Wednesday, December 21, 2011

Guest Post: Alan Trustman on MY WEEK WITH MARILYN

After his first guest post, I gave BULLITT screenwriter Alan Trustman an open invitation to submit a guest blog post whenever the mood struck.  Much to my delight, it didn't take Alan long to capitalize on that open door with a piece on his feelings about the Oscar prospects for MY WEEK WITH MARILYN.

As always, the views expressed by Mr. Trustman are Mr. Trustman's views.

Once upon a time the Academy members were largely old timers who knew the business inside out, including the selection process and the campaigning and credit games, and MY WEEK WITH MARILYN would have won Best Picture, Best Director, Best Actress and Best Screenplay. The recent influx of leftists, revolutionaries and gays have made such predictions impossible but the movie is, unquestionably, one of this year’s greatest even if it never does the business it should.

Michelle Williams has captured Marilyn exactly, uncannily,—I say, having met Marilyn once for an hour plus when my Boston law office represented the seller of the Connecticut house to her and Miller,—a sweet, loveable, friendly, funny, frail, tormented, exploited, drugged and doomed little girl.

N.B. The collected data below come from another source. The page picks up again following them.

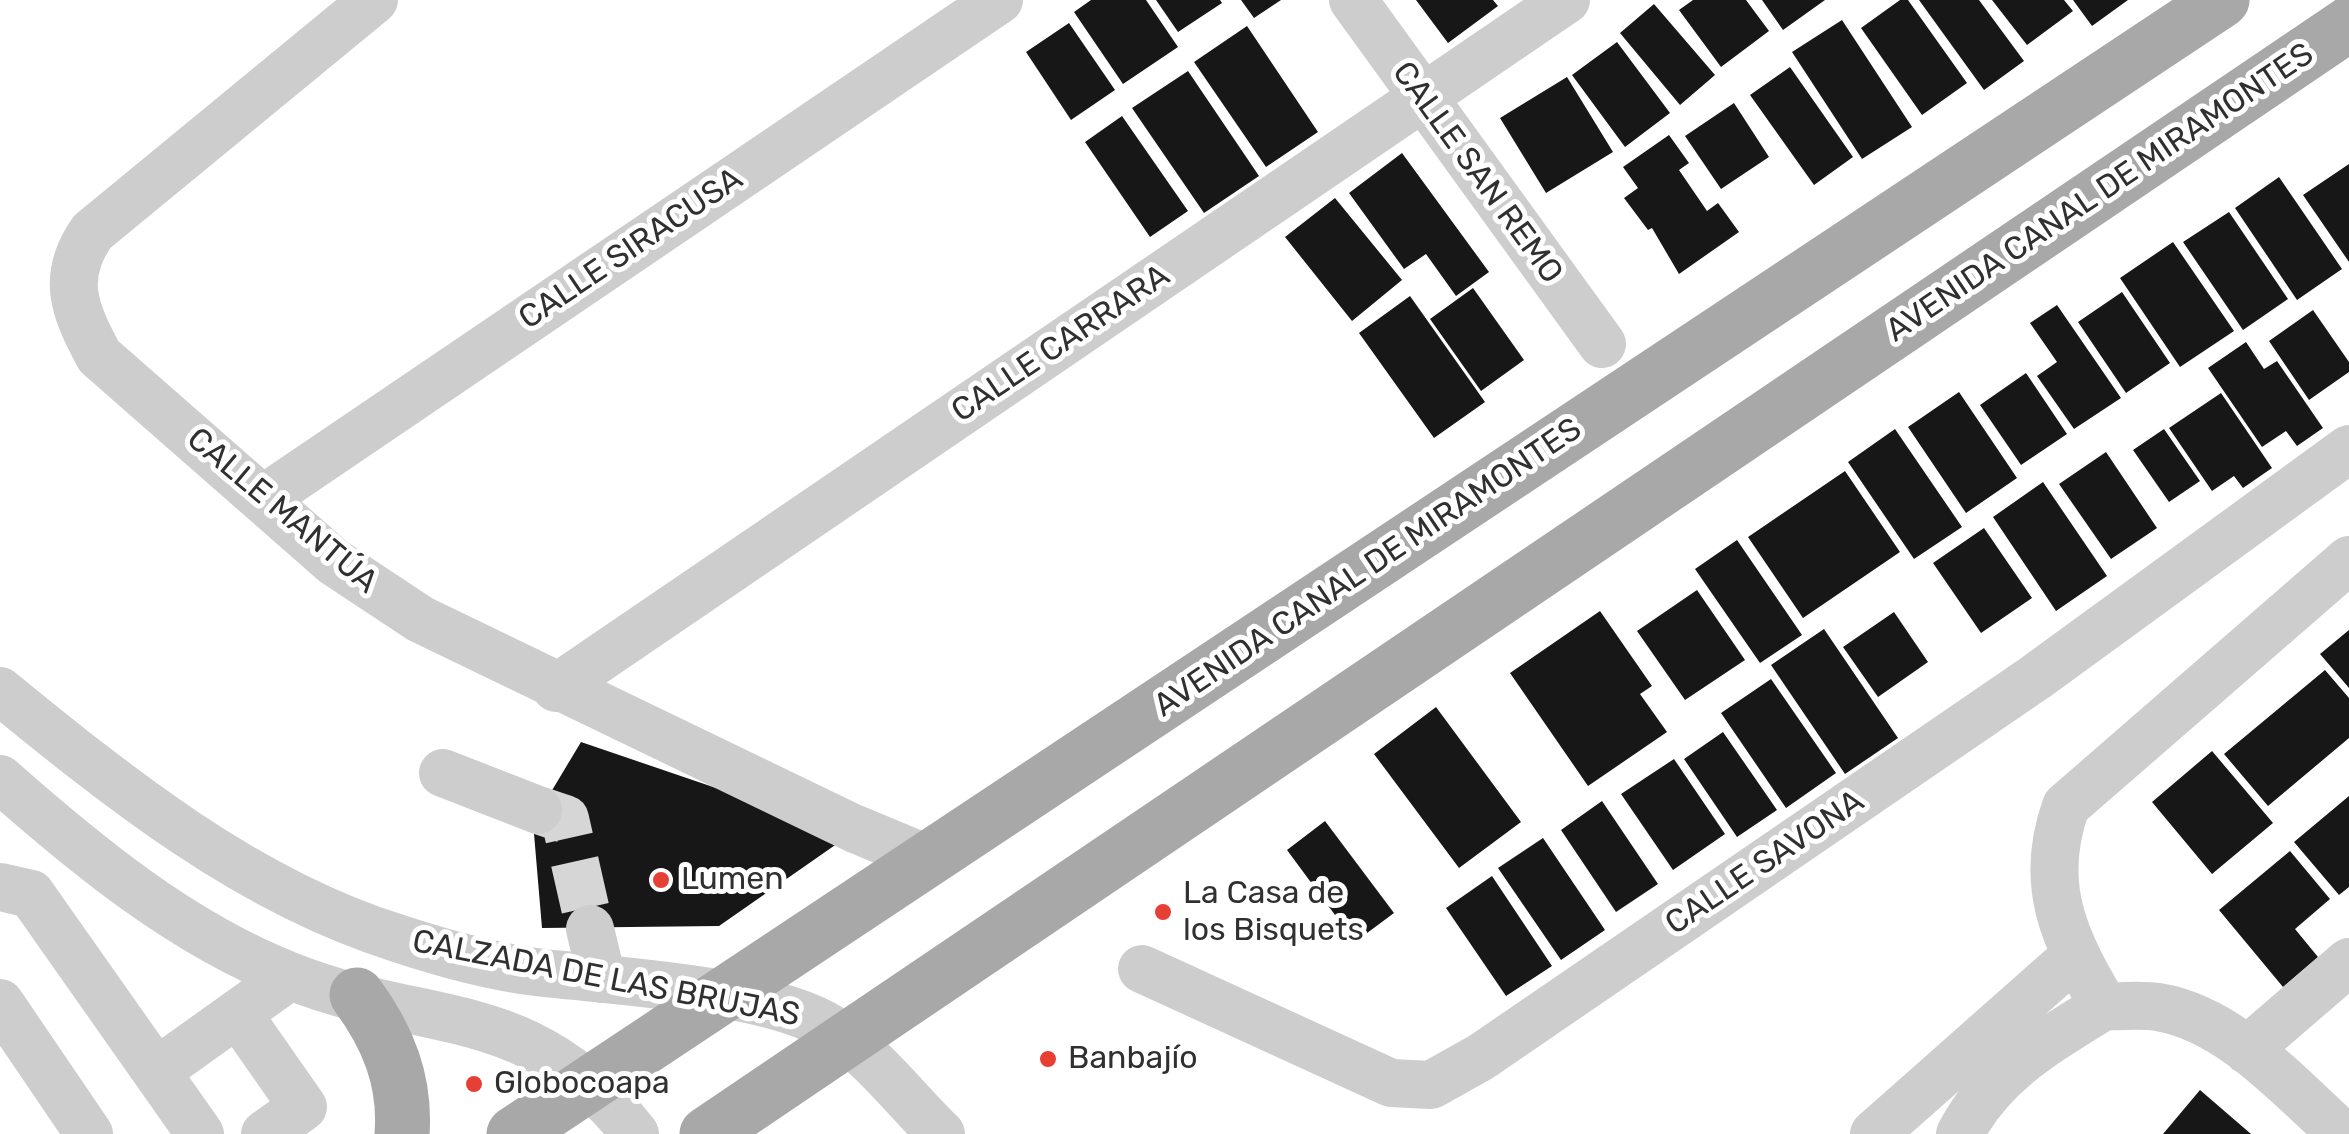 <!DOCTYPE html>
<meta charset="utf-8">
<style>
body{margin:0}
canvas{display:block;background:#fff}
</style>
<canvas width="2349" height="1134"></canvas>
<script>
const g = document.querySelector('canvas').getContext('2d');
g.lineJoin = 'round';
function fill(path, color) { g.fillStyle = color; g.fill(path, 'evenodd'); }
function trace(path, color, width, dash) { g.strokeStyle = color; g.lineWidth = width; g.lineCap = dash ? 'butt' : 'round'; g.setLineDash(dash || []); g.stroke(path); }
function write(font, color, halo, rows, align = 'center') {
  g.font = font + ' Rubik,sans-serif'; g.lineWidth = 10; g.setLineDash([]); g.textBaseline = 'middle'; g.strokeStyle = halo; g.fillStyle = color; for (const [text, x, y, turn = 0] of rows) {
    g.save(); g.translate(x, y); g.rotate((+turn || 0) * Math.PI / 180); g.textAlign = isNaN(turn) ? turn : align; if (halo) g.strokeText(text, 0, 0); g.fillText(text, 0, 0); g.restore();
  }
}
const building = new Path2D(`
 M1091,0H1146L1178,47L1123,84L1074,12Z
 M1156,0H1220L1222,3L1178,32Z
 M1241,0H1281L1254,18Z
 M1416,0H1493L1498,6L1448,43Z
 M1693,0H1746L1769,31L1721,67L1679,10Z
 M1762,0H1825L1783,30Z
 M1900,0H1908L1967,83L1922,115L1861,28Z
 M1919,0H1979L2024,61L1984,90Z
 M1992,0H2064L2073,11L2027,45Z
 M2073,0H2128L2092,26Z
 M1654,4L1715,75L1680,105L1620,33Z
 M1842,20L1912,127L1862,159L1792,52Z
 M1069,23L1115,90L1071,120L1026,52Z
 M1247,26L1318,132L1266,167L1194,62Z
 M1617,42L1670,113L1625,147L1572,75Z
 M1790,67L1853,157L1814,185L1750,95Z
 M1188,71L1259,176L1204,213L1132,108Z
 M1567,77L1613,152L1546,193L1500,118Z
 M1734,103L1769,157L1721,189L1685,136Z
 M1122,116L1188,211L1150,237L1085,142Z
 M1669,135L1689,163L1679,170L1707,211L1718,203L1739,232L1679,274L1652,228L1648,230L1624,198L1638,188L1623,167Z
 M1402,153L1489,272L1456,296L1426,254L1404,269L1349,193Z
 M2349,164V262L2303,195Z
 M2279,177L2342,269L2297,300L2235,208Z
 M1335,198L1402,280L1352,321L1285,237Z
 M2229,212L2288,299L2243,330L2183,242Z
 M2173,242L2234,331L2180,367L2120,278Z
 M1473,288L1524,360L1481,391L1430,319Z
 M2122,292L2170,363L2126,393L2078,322Z
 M1410,296L1485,402L1434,438L1359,333Z
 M2057,305L2121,398L2074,429L2037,376L2057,362L2030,323Z
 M2313,310L2349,362V372L2309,400L2269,341Z
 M2246,342L2264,369L2277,361L2323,428L2297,446L2286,431L2262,447L2208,368Z
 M2026,373L2067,434L2021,465L1980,405Z
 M1959,392L2017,478L1966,513L1908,427Z
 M2221,393L2272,468L2243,488L2234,476L2212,491L2169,428Z
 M1895,429L1962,527L1914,559L1848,462Z
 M2164,429L2200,481L2169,502L2133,450Z
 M2106,452L2157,528L2111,559L2059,484Z
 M1845,471L1900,552L1803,618L1748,537Z
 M2043,482L2107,576L2056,611L1993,517Z
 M1984,528L2032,598L1981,633L1933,563Z
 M1737,540L1802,635L1760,663L1695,569Z
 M1697,590L1745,660L1685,700L1637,631Z
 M1600,611L1652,686L1640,694L1667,732L1588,786L1510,673Z
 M1894,612L1928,662L1878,697L1843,647Z
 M1824,629L1898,738L1845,774L1771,665Z
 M2349,630V688L2320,654Z
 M2325,670L2349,698V738L2268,806L2224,754Z
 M1771,679L1836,773L1786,808L1721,713Z
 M1436,707L1521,822L1459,868L1374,754Z
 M1723,732L1777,810L1737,837L1684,759Z
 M581,742L851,834L719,926L542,928L533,822Z
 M2212,751L2273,823L2212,874L2152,802Z
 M1674,759L1725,834L1673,870L1621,794Z
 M2349,796V887L2339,895L2294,842Z
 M1602,801L1658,884L1616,912L1561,830Z
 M1325,821L1394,913L1355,942L1287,850Z
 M1543,838L1605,930L1561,960L1498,868Z
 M2290,851L2330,899L2295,929L2318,957L2283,987L2219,910Z
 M1492,876L1552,966L1506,996L1446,908Z
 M2200,1090L2251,1134H2163Z`);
const minorTunnel = new Path2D(`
 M538,810L565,819L590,929`);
const minor = new Path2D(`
 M374,0L92,232C60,278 75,311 99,356L334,562L420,619L853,828L930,860
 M1353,0L1602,344
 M263,499L999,0
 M556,688L1566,0
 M0,691C120,789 247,891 397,938C442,953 489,966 536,972C613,981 771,989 832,1029C873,1056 906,1100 941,1134
 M443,773L538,810
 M0,779C86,855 182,934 290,976C429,1031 530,999 635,1134
 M0,887L31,894L200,1134
 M590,929L602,979
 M1142,969L1391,1083L1431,1085L1481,1057L2036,677L2349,449
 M0,1003L89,1134
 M238,1014L303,1107L265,1134
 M2247,1050L2349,962
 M157,1071L290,976
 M1874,1134L2074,957
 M1960,1134C1992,1072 2046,1042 2104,1006
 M2342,1134C2289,1087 2231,1019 2158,1007C2141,1004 2121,1007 2104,1006C2064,939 2038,884 2066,806L2349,560`);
const major = new Path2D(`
 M357,995C388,1037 406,1081 402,1134
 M514,1134L2222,0
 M707,1134L2349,24`);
const markers = [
 [661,880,10,"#e63f33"],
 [1163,912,10,"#e63f33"],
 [1048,1059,10,"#e63f33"],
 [474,1084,10,"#e63f33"]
];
const streetNames = [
 ["CALLE SAN REMO",1477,173,54],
 ["AVENIDA CANAL DE MIRAMONTES",2100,193,-34],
 ["CALLE SIRACUSA",631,249,-34],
 ["CALLE CARRARA",1061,344,-34],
 ["CALLE MANTÚA",282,511,40],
 ["AVENIDA CANAL DE MIRAMONTES",1368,568,-34],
 ["CALLE SAVONA",1765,863,-34],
 ["CALZADA DE LAS BRUJAS",606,979,11]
];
const poiNames = [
 ["Lumen",681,880],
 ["La Casa de",1183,894],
 ["los Bisquets",1183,931],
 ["Banbajío",1068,1059],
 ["Globocoapa",494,1084]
];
fill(building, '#171717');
trace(minorTunnel, '#d6d6d6', 48, [48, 24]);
trace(minor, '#cdcdcd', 48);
trace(major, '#a8a8a8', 55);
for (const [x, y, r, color] of markers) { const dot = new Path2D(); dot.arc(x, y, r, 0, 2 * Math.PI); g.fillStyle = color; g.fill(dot); trace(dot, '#fff', 4); }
write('32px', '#303030', '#fff', streetNames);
write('32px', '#303030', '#fff', poiNames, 'left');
</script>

The movie is also, unintentionally, one of the truly great Hollywood movies in the sense that is demonstrates, almost clinically, how the industry powers have controlled one great beauty after another with pills and a never-ending diet of power-hungry studio executives, vicious celebrities, empty and self-loathing super-rich, and solipsistic studs. If any girl you know is dreaming of Hollywood stardom, take her to see MY WEEK WITH MARILYN twice.

Missing from the movie also is the greatest Monroe tragedy, the fact she spent her entire life longing for a man who truly loved her for what she really was underneath it all, and when she finally found that man, it didn’t work. Is it true that DiMaggio barred from the funeral any Kennedy or anyone from the rat pack?

HUGO is delicious although much too long. My French god-son, mon fileul, looked a lot like Asa Butterfield was he was young. His name is also Hugo.


  1. "The recent influx of leftists, revolutionaries and gays have made such predictions impossible"

    WTF is that?

    I mean, I hope the above excerpt was intended as a joke, and if it wasn't ... come on! Really?

    Oh, right ... there were no hippy radicals promoting progressively left ideology in hollywood in the 60s, no revolutionaries making anti-establishment biker movies, and there certainly weren't any gays in Hollywood back then ... no radicals in Hollywood in the 60s, only now, right?

  2. I'd think the gays would be totally on board with a movie about Marilyn Monroe.